Effect of lersivirine co-administration on pharmacokinetics of methadone in healthy volunteers

Abstract

Background: Lersivirine is a next-generation non-nucleoside reverse transcriptase inhibitor under development for the treatment of HIV-1 infection. HIV-1-infected patients receiving methadone may have a limited choice of antiretroviral agents due to drug-drug interactions. As methadone is metabolized by CYP3A4 and lersivirine is a weak CYP3A4 inducer, it is possible that lersivirine may decrease methadone concentrations. This study evaluated the effect of lersivirine on the pharmacokinetics (PK) of R- and S-methadone enantiomers.

Methods: An open-label, single-sequence study was performed in 13 HIV-negative volunteers receiving stable methadone maintenance therapy (MMT) (50-150 mg QD) for ≥3 months. Healthy volunteers received their methadone to steady-state on day 1 and lersivirine (1000 mg QD) plus their same methadone dose on Days 2-11. Assessments included PK, safety, short opiate withdrawal scale (SOWS), desires for drugs questionnaire (DDQ) and pupillary diameter measurements (PDMs).

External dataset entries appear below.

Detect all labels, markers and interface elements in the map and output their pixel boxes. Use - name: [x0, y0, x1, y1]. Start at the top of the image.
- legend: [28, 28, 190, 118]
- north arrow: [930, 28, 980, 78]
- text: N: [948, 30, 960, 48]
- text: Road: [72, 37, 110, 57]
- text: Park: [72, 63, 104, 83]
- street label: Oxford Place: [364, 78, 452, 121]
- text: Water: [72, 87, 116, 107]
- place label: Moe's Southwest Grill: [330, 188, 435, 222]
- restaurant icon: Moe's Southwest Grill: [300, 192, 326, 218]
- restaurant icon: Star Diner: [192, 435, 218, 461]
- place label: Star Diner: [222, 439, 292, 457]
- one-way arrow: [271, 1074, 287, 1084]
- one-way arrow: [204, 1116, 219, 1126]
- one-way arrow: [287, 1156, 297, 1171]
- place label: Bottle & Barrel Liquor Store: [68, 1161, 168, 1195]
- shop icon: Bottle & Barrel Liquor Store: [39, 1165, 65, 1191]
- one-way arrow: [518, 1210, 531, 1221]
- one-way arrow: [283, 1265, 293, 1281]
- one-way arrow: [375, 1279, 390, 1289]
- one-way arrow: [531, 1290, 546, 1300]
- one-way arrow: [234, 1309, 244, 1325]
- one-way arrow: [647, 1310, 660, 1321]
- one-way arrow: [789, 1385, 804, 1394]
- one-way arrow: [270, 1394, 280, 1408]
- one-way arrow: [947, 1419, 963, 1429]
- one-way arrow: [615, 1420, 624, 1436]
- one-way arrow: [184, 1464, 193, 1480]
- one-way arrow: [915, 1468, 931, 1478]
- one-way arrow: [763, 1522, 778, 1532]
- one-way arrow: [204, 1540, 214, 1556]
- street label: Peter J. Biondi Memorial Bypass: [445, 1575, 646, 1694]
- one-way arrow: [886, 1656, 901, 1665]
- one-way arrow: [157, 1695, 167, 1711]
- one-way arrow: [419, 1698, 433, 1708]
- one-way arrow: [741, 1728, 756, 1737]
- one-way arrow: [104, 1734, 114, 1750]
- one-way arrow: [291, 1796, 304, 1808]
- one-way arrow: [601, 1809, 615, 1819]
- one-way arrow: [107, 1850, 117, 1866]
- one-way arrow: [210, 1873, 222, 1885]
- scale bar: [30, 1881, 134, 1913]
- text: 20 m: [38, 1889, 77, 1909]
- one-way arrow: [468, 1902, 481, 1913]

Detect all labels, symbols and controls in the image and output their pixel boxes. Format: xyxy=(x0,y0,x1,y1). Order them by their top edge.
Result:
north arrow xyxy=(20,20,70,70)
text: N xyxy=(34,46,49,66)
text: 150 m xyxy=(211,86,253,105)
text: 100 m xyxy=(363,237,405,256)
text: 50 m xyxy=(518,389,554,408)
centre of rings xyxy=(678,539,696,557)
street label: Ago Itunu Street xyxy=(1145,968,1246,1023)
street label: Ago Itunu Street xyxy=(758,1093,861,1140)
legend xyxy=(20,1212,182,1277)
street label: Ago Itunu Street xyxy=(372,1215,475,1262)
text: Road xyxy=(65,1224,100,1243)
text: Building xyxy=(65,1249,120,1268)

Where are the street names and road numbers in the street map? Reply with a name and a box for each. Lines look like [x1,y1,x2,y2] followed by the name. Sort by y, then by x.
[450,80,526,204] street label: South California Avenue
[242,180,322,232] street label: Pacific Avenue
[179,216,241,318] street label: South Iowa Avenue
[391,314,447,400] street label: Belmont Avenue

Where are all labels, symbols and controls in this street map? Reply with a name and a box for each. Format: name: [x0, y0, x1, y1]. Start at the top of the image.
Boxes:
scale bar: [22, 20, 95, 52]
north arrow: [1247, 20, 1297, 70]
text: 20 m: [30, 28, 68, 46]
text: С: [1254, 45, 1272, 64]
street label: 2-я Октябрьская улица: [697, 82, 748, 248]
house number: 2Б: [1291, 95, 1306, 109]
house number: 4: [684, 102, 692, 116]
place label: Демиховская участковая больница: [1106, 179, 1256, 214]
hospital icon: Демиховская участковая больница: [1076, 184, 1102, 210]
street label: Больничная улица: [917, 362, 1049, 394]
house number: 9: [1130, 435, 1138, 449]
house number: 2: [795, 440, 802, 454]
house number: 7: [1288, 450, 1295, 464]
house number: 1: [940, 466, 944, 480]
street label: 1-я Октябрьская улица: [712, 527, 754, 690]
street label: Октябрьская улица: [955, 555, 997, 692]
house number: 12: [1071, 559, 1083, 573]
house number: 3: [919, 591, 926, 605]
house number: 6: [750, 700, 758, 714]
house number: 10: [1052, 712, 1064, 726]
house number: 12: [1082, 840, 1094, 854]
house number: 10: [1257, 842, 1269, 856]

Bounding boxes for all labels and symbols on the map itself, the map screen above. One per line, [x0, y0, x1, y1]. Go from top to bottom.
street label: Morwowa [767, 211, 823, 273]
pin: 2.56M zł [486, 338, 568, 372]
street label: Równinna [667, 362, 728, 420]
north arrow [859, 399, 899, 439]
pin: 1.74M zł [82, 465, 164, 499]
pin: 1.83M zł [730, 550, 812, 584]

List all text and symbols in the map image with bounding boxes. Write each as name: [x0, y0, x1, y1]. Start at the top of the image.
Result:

Results: Following administration of methadone alone or in combination with lersivirine, R- and S-methadone concentrations did not appear different (ratios of adjusted geometric means for PK parameters: 95-104%). Following co-administration of lersivirine and methadone, adverse events (AEs) were generally mild to moderate in severity. One patient discontinued due to nausea. An examination of objective (vital signs, AEs, PDM), subjective (SOWS and DDQ scores) and PK data suggested that subjects did not experience opioid withdrawal during the study.

Conclusions: Co-administration of lersivirine (1000 mg QD) with methadone did not result in clinically relevant changes in R-/S-methadone concentrations or opioid withdrawal symptoms. No methadone dose adjustment is required when lersivirine is administered alongside MMT.